### Supplied data
Start of Block
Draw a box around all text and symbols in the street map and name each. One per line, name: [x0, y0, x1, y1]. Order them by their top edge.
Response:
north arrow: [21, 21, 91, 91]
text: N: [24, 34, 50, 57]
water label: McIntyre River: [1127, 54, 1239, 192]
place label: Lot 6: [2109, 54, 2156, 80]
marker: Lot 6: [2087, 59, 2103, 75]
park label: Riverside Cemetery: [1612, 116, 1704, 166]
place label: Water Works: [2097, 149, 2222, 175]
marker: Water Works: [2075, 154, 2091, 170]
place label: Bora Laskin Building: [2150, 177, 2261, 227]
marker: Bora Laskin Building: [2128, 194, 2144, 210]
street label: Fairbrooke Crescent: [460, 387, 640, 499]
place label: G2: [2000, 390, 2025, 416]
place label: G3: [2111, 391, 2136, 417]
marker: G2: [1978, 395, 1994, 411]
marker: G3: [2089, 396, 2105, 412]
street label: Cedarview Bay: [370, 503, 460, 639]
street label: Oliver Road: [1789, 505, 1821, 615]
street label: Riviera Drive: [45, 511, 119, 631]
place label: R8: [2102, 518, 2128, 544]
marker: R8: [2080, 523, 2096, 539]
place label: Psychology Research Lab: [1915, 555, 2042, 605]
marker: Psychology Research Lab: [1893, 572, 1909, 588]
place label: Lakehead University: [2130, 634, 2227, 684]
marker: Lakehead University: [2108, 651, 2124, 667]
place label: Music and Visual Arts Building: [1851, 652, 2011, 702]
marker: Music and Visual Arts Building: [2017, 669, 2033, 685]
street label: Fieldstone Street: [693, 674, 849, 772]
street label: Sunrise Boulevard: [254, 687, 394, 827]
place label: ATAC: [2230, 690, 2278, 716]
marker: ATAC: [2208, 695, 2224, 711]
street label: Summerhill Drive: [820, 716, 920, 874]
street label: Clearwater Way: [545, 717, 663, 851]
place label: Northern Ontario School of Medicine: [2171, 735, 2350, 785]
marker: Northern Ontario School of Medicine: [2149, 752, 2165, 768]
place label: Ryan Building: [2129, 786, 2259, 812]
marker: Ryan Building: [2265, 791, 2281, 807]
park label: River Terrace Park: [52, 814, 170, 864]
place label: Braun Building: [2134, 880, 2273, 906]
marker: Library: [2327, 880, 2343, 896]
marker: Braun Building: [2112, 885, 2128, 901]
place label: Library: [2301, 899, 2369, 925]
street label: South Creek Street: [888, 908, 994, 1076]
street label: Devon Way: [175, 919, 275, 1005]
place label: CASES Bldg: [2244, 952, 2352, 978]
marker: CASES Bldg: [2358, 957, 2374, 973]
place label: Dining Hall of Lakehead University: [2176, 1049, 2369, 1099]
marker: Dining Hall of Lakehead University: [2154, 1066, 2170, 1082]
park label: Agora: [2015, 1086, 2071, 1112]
End of Block
### Task details
Gather each line in these records that contains the string "Bldg".

### Answer area
place label: CASES Bldg: [2244, 952, 2352, 978]
marker: CASES Bldg: [2358, 957, 2374, 973]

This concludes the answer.